By Pam Dillon
Every weeknight at this time of year, the playing fields in my neighbourhood are full of kids. Right now, there are little ones playing T-ball and soccer. They have knobby knees and wee, toothpick legs. While parents in lawn chairs look on, the players’ younger siblings whip down slides and hang from the monkey bars at the playground.
As I mosey on ahead with the dog, the long stretch of grass way over to the left is a colourful blur of teens furiously chasing balls. By the bottom of the hill at John McCrae Secondary School, where the dog pauses to sniff at groundhog holes, I can usually hear the shriek of a ref’s whistle and the roar of loud cheering from the huge oval playing field at the top.
Tonight, that field will be empty. And silent. The school community and the entire community of Ottawa are in mourning: Rowan Stringer is dead. It makes a parent weep. The 17-year-old John McCrae student hit the ground hard during a tackle in a high school rugby game last Wednesday. Sunday, she was taken off life support at CHEO.
She was full of life and promise. Now we, as parents, educators and guardians of children, must promise to learn more about head injuries and what we can do to prevent them or minimize their impact. According to the Ottawa Citizen, there has been a suggestion Rowan may have incurred a head hit at a game a few days earlier. As kids routinely do, she kept going. That’s what we need to study more carefully, I think.

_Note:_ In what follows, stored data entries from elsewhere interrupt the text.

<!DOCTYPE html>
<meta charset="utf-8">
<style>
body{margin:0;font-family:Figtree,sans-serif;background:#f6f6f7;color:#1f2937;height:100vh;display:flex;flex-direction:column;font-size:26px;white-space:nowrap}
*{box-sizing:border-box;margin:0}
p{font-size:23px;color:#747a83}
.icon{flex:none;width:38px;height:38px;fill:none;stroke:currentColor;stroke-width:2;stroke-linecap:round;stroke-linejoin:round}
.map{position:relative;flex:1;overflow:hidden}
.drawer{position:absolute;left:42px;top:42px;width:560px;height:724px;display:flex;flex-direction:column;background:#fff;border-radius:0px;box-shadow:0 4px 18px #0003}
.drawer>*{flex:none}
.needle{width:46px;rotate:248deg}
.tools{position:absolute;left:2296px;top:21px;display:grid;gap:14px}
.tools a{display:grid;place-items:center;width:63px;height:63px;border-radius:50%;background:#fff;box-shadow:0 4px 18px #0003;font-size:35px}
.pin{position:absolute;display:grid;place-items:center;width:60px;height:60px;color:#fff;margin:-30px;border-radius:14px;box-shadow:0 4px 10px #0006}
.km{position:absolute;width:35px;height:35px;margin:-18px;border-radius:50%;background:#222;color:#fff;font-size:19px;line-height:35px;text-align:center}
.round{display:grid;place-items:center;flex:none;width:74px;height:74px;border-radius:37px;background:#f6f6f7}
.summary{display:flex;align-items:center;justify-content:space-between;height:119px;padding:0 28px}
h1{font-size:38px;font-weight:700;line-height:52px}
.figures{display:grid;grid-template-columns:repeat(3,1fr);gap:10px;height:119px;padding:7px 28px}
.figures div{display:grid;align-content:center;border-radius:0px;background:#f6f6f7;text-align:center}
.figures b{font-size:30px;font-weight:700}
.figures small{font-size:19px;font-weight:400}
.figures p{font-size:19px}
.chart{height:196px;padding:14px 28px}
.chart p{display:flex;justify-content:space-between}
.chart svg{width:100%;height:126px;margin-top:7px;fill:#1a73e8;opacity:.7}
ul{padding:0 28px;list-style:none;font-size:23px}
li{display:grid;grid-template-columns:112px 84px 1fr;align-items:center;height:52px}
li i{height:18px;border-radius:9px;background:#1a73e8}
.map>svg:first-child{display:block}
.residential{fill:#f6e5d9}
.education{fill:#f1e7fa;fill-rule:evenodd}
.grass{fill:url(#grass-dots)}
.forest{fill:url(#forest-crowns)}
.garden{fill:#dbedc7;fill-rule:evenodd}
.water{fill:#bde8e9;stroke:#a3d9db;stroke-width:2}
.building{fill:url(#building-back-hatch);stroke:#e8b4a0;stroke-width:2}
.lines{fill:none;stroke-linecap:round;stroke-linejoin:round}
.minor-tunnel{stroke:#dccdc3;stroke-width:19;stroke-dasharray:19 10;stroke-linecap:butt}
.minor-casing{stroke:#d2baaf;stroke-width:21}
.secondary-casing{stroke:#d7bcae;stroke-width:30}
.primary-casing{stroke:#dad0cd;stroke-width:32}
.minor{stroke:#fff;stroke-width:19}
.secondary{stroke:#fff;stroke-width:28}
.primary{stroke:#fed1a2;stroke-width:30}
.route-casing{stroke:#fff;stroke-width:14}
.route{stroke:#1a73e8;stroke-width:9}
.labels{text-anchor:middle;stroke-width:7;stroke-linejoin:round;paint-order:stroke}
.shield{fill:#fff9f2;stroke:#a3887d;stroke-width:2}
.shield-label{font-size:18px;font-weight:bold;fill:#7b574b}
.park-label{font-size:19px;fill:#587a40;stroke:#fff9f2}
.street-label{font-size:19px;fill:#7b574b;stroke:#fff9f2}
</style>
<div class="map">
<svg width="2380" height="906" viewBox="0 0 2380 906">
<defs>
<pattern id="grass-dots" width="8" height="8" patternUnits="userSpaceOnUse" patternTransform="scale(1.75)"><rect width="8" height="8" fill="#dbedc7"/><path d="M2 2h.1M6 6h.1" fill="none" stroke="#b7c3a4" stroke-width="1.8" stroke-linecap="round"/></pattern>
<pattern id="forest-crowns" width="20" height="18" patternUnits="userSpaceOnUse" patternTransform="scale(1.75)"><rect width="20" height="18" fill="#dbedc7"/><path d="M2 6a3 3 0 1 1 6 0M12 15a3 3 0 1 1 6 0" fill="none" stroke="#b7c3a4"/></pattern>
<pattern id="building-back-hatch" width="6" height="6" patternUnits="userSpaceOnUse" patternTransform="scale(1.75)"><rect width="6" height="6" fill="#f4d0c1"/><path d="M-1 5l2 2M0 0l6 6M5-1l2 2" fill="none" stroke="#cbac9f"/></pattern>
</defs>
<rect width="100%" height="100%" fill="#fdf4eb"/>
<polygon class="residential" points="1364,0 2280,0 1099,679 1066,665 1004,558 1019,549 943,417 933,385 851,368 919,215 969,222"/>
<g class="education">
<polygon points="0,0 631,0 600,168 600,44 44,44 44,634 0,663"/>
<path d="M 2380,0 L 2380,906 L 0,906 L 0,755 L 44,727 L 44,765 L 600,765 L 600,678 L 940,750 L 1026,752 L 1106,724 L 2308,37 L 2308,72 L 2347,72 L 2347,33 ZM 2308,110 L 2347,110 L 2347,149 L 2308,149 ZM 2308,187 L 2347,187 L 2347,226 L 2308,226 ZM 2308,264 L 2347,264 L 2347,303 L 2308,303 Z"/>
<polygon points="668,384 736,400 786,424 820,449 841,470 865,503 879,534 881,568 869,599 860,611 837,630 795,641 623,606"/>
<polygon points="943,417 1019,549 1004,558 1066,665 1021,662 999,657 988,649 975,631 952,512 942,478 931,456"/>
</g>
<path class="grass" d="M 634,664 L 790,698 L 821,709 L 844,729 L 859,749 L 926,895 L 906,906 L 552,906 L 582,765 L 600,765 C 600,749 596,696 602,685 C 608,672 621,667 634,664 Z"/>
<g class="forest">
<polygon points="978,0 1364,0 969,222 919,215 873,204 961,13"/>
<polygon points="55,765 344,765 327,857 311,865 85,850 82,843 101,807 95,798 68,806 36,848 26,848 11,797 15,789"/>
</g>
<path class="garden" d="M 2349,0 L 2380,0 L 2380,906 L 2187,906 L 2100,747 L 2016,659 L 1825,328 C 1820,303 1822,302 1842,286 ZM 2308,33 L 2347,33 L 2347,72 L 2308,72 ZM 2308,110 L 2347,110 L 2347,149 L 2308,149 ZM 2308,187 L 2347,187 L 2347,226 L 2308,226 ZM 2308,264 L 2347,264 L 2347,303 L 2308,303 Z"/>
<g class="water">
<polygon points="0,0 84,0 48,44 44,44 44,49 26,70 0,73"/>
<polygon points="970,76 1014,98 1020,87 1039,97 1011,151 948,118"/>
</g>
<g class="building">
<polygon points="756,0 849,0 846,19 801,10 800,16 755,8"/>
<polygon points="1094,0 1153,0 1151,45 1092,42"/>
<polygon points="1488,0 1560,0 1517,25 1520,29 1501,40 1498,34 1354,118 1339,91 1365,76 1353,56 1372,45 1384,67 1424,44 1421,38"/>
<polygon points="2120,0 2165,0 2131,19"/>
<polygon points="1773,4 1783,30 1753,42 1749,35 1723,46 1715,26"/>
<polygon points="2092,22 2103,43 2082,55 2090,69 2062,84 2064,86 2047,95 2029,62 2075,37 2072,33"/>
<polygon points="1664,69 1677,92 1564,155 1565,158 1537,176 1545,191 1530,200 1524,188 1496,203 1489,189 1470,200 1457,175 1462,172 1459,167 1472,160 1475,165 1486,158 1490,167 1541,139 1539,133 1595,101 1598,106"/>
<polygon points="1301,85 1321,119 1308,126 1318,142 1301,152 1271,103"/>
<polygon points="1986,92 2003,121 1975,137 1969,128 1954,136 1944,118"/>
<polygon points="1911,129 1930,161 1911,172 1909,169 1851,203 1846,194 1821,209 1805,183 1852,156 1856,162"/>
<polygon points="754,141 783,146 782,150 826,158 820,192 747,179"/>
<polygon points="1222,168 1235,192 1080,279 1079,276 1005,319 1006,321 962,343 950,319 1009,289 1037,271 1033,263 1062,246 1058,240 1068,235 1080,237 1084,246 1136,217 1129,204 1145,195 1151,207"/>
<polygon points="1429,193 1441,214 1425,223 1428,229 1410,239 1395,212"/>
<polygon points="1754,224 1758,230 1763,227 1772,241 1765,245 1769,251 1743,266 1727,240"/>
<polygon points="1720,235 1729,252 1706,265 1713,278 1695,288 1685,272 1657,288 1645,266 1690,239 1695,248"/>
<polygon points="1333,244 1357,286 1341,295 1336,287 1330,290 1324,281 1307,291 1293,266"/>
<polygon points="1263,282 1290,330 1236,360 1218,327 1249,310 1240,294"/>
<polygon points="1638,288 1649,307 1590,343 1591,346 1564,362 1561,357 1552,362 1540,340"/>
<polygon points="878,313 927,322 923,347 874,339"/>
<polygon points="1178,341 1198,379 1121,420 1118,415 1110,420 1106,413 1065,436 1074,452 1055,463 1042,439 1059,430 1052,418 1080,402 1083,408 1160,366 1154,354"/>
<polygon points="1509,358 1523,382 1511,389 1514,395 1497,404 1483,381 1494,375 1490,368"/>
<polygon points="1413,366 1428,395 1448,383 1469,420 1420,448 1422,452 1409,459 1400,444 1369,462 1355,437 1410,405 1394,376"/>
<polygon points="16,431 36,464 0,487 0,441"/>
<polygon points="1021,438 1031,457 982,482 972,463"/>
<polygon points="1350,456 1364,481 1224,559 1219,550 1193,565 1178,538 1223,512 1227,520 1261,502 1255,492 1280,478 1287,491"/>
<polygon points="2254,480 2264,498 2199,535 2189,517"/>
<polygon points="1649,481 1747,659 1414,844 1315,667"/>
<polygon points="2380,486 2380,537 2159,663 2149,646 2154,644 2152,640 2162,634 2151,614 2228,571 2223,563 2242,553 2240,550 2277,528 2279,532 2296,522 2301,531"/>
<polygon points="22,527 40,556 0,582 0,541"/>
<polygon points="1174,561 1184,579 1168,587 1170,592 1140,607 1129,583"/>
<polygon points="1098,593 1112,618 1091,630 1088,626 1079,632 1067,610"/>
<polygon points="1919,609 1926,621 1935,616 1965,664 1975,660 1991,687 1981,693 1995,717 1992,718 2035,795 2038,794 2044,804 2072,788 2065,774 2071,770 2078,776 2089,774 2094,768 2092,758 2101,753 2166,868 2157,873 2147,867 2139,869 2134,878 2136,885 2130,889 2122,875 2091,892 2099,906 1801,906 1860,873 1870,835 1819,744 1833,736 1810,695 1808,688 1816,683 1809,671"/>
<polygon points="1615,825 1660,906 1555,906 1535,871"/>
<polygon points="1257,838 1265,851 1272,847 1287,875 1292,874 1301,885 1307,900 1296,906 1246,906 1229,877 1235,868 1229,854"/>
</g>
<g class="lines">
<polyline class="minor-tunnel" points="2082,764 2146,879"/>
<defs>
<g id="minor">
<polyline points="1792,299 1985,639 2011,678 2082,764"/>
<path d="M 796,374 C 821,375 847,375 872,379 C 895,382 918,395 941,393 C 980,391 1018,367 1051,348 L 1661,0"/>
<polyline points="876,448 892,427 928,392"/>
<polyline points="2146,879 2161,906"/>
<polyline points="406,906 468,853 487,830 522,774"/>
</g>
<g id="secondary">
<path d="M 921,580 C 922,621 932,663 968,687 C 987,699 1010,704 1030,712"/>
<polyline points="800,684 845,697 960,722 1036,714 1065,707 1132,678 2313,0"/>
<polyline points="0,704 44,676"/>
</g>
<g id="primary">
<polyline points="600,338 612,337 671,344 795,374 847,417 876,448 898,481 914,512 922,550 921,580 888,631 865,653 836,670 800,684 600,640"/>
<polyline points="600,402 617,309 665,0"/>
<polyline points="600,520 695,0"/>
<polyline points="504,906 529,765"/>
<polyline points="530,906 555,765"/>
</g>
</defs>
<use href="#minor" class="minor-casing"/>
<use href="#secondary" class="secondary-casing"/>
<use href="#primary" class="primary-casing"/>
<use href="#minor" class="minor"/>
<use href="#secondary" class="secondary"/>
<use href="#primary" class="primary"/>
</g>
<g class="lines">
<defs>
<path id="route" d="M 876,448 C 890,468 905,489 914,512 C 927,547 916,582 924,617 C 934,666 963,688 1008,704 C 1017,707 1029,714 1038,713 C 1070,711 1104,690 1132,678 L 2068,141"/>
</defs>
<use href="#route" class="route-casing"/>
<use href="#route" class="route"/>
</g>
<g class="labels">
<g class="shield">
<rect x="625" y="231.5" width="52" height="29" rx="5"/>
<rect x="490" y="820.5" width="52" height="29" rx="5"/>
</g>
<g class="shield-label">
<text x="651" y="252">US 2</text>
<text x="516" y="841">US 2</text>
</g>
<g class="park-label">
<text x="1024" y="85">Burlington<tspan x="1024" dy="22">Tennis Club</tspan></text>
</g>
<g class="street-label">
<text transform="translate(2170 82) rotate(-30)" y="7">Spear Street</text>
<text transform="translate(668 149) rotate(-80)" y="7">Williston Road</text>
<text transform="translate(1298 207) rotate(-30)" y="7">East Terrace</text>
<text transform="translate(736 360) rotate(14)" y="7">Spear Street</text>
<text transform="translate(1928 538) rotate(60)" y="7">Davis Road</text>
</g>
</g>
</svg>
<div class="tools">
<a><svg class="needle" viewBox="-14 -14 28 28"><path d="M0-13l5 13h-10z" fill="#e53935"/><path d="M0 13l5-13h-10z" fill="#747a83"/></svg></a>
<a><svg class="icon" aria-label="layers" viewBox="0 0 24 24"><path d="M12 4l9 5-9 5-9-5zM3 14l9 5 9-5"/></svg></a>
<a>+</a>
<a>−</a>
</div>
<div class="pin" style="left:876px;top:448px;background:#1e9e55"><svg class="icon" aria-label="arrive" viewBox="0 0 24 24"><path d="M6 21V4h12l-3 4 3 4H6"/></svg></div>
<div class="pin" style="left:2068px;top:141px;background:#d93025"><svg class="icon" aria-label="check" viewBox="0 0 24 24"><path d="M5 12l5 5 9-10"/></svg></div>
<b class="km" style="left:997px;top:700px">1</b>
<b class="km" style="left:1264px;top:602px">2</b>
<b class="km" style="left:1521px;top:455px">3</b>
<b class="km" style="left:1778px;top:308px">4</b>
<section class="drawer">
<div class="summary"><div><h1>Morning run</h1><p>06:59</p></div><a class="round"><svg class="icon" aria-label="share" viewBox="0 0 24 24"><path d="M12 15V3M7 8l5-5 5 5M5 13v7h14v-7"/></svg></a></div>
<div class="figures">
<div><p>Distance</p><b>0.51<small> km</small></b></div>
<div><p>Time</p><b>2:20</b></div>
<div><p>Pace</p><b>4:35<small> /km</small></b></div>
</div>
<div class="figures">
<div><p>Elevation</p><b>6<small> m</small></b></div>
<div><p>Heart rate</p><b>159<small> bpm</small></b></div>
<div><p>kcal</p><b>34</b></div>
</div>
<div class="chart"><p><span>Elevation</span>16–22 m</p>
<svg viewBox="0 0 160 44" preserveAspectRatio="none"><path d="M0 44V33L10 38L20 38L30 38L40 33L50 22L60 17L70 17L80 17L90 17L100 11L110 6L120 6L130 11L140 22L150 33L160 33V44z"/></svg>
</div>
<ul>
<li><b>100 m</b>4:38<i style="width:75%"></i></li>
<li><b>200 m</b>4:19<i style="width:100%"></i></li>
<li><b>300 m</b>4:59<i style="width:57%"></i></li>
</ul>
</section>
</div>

For over a decade, I have watched from the sidelines as kids have crashed and collided, knocked heads and slammed at awkward angles into unyielding surfaces. On at least one of my kid’s minor hockey teams, there were more concussions than fingers on my hand for counting them. For my own kids, trips to the ER have definitely outnumbered the fingers on both hands. But in the bump and bruise-filled world of raising kids, it is always the head hits that are the scariest. Following one impromptu pickup football game I did not attend, there was an emergency trip to the dentist for one of my lads. His head had slammed into the grass, face first, loosening his front tooth.

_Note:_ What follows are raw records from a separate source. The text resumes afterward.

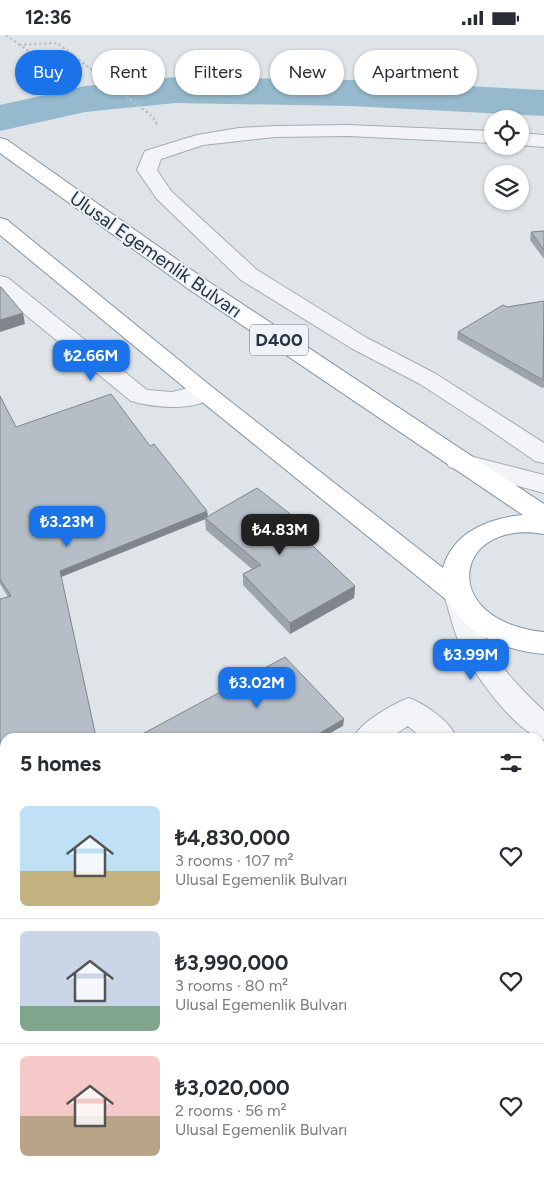 <!DOCTYPE html>
<html lang="en">
<head>
<meta charset="utf-8">
<style>
  :root { --surface:#fff; --page:#f2f2f3; --text:#2b2b33; --muted:#7c7c81; --line:#e1e1e2; --accent:#1a73e8 }
  body { margin:0; font-family:Figtree,sans-serif; background:var(--page); color:var(--text); height:100vh; display:flex; flex-direction:column; font-size:19px; white-space:nowrap }
  * { box-sizing:border-box; margin:0 }
  p { font-size:16px; color:var(--muted) }
  .icon { flex:none; width:28px; height:28px; fill:none; stroke:currentColor; stroke-width:2; stroke-linecap:round; stroke-linejoin:round }
  .map { position:relative; flex:1; overflow:hidden }
  .details { position:absolute; left:0px; top:698px; width:545px; height:446px; display:flex; flex-direction:column; background:var(--surface); border-radius:15px 15px 0 0; box-shadow:0 1px 4px #0004 }
  .details>* { flex:none }
  .hud { position:absolute; left:15px; top:15px; width:515px; height:45px; display:flex; gap:10px }
  .fabs { position:absolute; left:484px; top:75px; display:grid; gap:10px }
  .fabs a { display:grid; place-items:center; width:45px; height:45px; border-radius:50%; background:var(--surface); box-shadow:0 1px 4px #0004; font-size:25px }
  .price { position:absolute; translate:-50% -42px; padding:0 11px; border-radius:10px; background:var(--accent); color:#fff; font-size:16px; line-height:32px; filter:drop-shadow(0 1px 2px #0008) }
  .price::after { content:''; position:absolute; left:50%; top:30px; width:15px; height:11px; margin-left:-8px; background:inherit; clip-path:polygon(0 0,100% 0,50% 100%) }
  .price.selected { background:#222; color:#fff }
  ul { padding:0; list-style:none }
  li { display:flex; align-items:center; gap:15px; height:125px; padding:0 20px }
  li+li { border-top:1px solid var(--line) }
  li span { display:grid; place-items:center; flex:none; width:140px; height:100px; border-radius:8px; color:#555 }
  li>.icon { margin-inline-start:auto }
  span .icon { width:60px; height:60px; fill:#fffc; stroke-width:1 }
  li b { font-size:21px }
  h2 { display:flex; justify-content:space-between; align-items:center; height:60px; padding:0 20px; font-size:21px }
  .tag { padding:0 18px; border-radius:22px; background:var(--surface); box-shadow:0 1px 4px #0004; font-size:18px; line-height:45px }
  .tag.selected { background:var(--accent); color:#fff }
  .status { display:flex; justify-content:space-between; align-items:center; height:35px; padding:0 25px; background:var(--surface); direction:ltr }
  .status svg { height:14px; fill:currentColor }
  .map>svg:first-child { display:block }
  .lines { fill:none; stroke-linecap:round; stroke-linejoin:round }
  .river { fill:#96b9cd; fill-rule:evenodd }
  .minor-casing { stroke:#a4acb4; stroke-width:2 }
  .highway-casing { stroke:#8594a1; stroke-width:2 }
  .path { stroke:#bdc2c8; stroke-width:2.5; stroke-dasharray:2.5 2.5; stroke-linecap:butt }
  .minor { fill:#f2f4f7; fill-rule:evenodd }
  .highway { fill:#fff; fill-rule:evenodd }
  .wall { fill:#9ca3ab }
  .shaded-wall { fill:#7f858b }
  .building { fill:#b5bec7; stroke:#7f858b }
  .labels { text-anchor:middle; stroke-width:4; stroke-linejoin:round; paint-order:stroke }
  .shield { fill:#eef3f7; stroke:#626d78; stroke-width:1 }
  .shield-label { font-size:18px; font-weight:bold; fill:#263442 }
  .street-label { font-size:19px; fill:#263442; stroke:#eef3f7 }
</style>
</head>
<body>
<div class="status"><b>12:36</b><svg viewBox="0 0 49 12"><path d="M0 12V9h3v3zM5 12V6h3v6zM10 12V3h3v9zM15 12V0h3v12zM26 1h20v11H26zM47 4h2v5h-2z"/></svg></div>
<div class="map">
<svg width="544" height="1143" viewBox="0 0 544 1143">
  <rect width="100%" height="100%" fill="#dfe4e9"/>
  <g class="lines">
    <path class="river" d="M175,42l176,3 193,10v26l-193,-10 -176,-3 -90,9 -85,19v-26l85,-19z"/>
    <g class="minor-casing">
      <path id="minor" d="M348,90l144,6v12l-144,-7 -73,1 -72,8 -42,14 -4,11 14,21 86,79 110,68 69,36 108,69v20l-9,-2 -52,-36 -63,-41 -69,-36 -110,-68 -84,-81 -20,-29 8,-19 52,-16 42,-7 36,-2z
        M520,98l24,2v12l-24,-2z
        M0,241l8,2 139,112 25,2 32,-8 8,3 4,5c-14,22 -64,15 -85,9l-131,-107z
        M458,418l86,22v18l-95,-26 -3,-6 3,-6z
        M458,550l10,3c9,16 11,34 18,51 12,28 36,51 58,72v29c-32,-11 -73,-69 -86,-100 -6,-15 -9,-30 -14,-45l4,-7z
        M409,663c16,6 41,23 47,39h-35l-13,-11 -17,11h-37c6,-14 40,-34 55,-39z
        M540,773l4,1v28l-4,-1z
        M5,942v34l-5,2v-34z
        M0,1092l5,2v45h35l2,4h-39l-2,-4 2,-4 -3,-2z
        M422,1139h40l2,4h-40z"/>
    </g>
    <g class="highway-casing">
      <path id="highway" d="M0,103l7,2 199,140 338,224v30c-91,-16 -108,87 0,98v22c-38,-4 -76,-17 -95,-52l-253,-205 -196,-162v-17l7,2 205,167 231,181c10,-36 46,-50 80,-53l-333,-225 -190,-137z"/>
    </g>
    <path class="path" d="M6,0l33,24
      M19,10l38,-2 95,73 6,10"/>
    <use href="#minor" class="minor"/>
    <use href="#highway" class="highway"/>
  </g>
  <path class="wall" d="M544,196v28l-14,-19 1,-8z
    M544,266v86l-2,1 -85,-49 1,-7 49,-25z
    M0,361l16,31 134,19 57,65 1,6 94,19 53,50 -1,12 -64,36 -47,-49v-11l9,-5 -46,-39 -1,-11 -144,58 -56,220 -2,-6 5,-194 -8,-13z
    M540,838l4,3v302h-8l-4,-4h8z
    M129,1139h293l4,4h-293z"/>
  <path class="shaded-wall" d="M23,278l2,11 -25,8v-12z
    M207,476l1,7 -147,59 -1,-6z
    M303,489l-1,12 -7,-7z
    M355,551l-1,12 -64,36v-11z
    M344,684l-1,7 -20,11h-10z"/>
  <path class="building" d="M544,196v19l-13,-18z
    M0,252h1l22,26 -23,7z
    M544,266l-1,79 -85,-48 45,-27 4,2z
    M111,359l39,52 4,-2 53,67 -147,60 36,166h-91v53l-2,1 -3,-21v-171l11,-3 -11,-17v-183l16,31z
    M257,453l46,36 -8,5 60,57 -65,37 -47,-49 18,-9 -56,-47z
    M285,622l59,62 -31,18h-176z
    M540,838l4,3v292l-4,-4z
    M137,1139h285l4,4h-286z"/>
  <g class="labels">
    <rect class="shield" x="250" y="289.5" width="58" height="31" rx="4"/>
    <g class="shield-label">
      <text x="279" y="311">D400</text>
    </g>
    <g class="street-label">
      <text transform="translate(156 219) rotate(35)" y="7">Ulusal Egemenlik Bulvarı</text>
    </g>
  </g>
</svg>
<div class="fabs">
<a><svg class="icon" aria-label="locate" viewBox="0 0 24 24"><circle cx="12" cy="12" r="6"/><path d="M12 2v4M12 18v4M2 12h4M18 12h4"/></svg></a>
<a><svg class="icon" aria-label="layers" viewBox="0 0 24 24"><path d="M12 4l9 5-9 5-9-5zM3 14l9 5 9-5"/></svg></a>
</div>
<b class="price" style="left:91px;top:347px">₺2.66M</b>
<b class="price" style="left:67px;top:513px">₺3.23M</b>
<b class="price selected" style="left:280px;top:521px">₺4.83M</b>
<b class="price" style="left:471px;top:646px">₺3.99M</b>
<b class="price" style="left:257px;top:674px">₺3.02M</b>
<div class="hud">
<a class="tag selected">Buy</a>
<a class="tag">Rent</a>
<a class="tag">Filters</a>
<a class="tag">New</a>
<a class="tag">Apartment</a>
</div>
<section class="details">
<h2>5 homes<svg class="icon" aria-label="filters" viewBox="0 0 24 24"><path d="M4 7h16M4 17h16"/><circle cx="9" cy="7" r="2"/><circle cx="15" cy="17" r="2"/></svg></h2>
<ul>
<li><span style="background:linear-gradient(#bfe0f5 65%,#c2b280 0)"><svg class="icon" aria-label="home" viewBox="0 0 24 24"><path d="M3 11l9-7 9 7M6 9v11h12V9"/></svg></span><div><b>₺4,830,000</b><p>3 rooms · 107 m²</p><p>Ulusal Egemenlik Bulvarı</p></div><svg class="icon" aria-label="heart" viewBox="0 0 24 24"><path d="M12 20l-8-8c-3-5 5-10 8-4 3-6 11-1 8 4z"/></svg></li>
<li><span style="background:linear-gradient(#c9d6e8 75%,#7fa58c 0)"><svg class="icon" aria-label="home" viewBox="0 0 24 24"><path d="M3 11l9-7 9 7M6 9v11h12V9"/></svg></span><div><b>₺3,990,000</b><p>3 rooms · 80 m²</p><p>Ulusal Egemenlik Bulvarı</p></div><svg class="icon" aria-label="heart" viewBox="0 0 24 24"><path d="M12 20l-8-8c-3-5 5-10 8-4 3-6 11-1 8 4z"/></svg></li>
<li><span style="background:linear-gradient(#f6c9c9 60%,#b9a48a 0)"><svg class="icon" aria-label="home" viewBox="0 0 24 24"><path d="M3 11l9-7 9 7M6 9v11h12V9"/></svg></span><div><b>₺3,020,000</b><p>2 rooms · 56 m²</p><p>Ulusal Egemenlik Bulvarı</p></div><svg class="icon" aria-label="heart" viewBox="0 0 24 24"><path d="M12 20l-8-8c-3-5 5-10 8-4 3-6 11-1 8 4z"/></svg></li>
</ul>
</section>
</div>
</body>
</html>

It happens, but what should be do about it?
- After head hits (and body collisions that cause rapid head movement), should there be a mandatory time-out period for kids playing contact sports or activities?
- How can we get kids to be more forthcoming about symptoms when they want, unreservedly, to get back out and play?
Injuries are part of the rough-and-tumble reality of youth sports and activities. But as we all know, bones heal; heads are more vulnerable. We also now know a whole lot more about the consequences of head hits and concussions than we knew even a few years ago.
That’s why it’s so important to thoroughly examine what happened to Rowan and to discuss what we might possibly be able to do to keep kids’ heads safer while they play. They will continue to crash and slam and bang full-tilt. It’s up to us to teach them and to teach ourselves what those head hits – even the most minor ones – can mean.
Sincere condolences and hugs to Rowan Stringer’s family and to all those who knew and cared for her.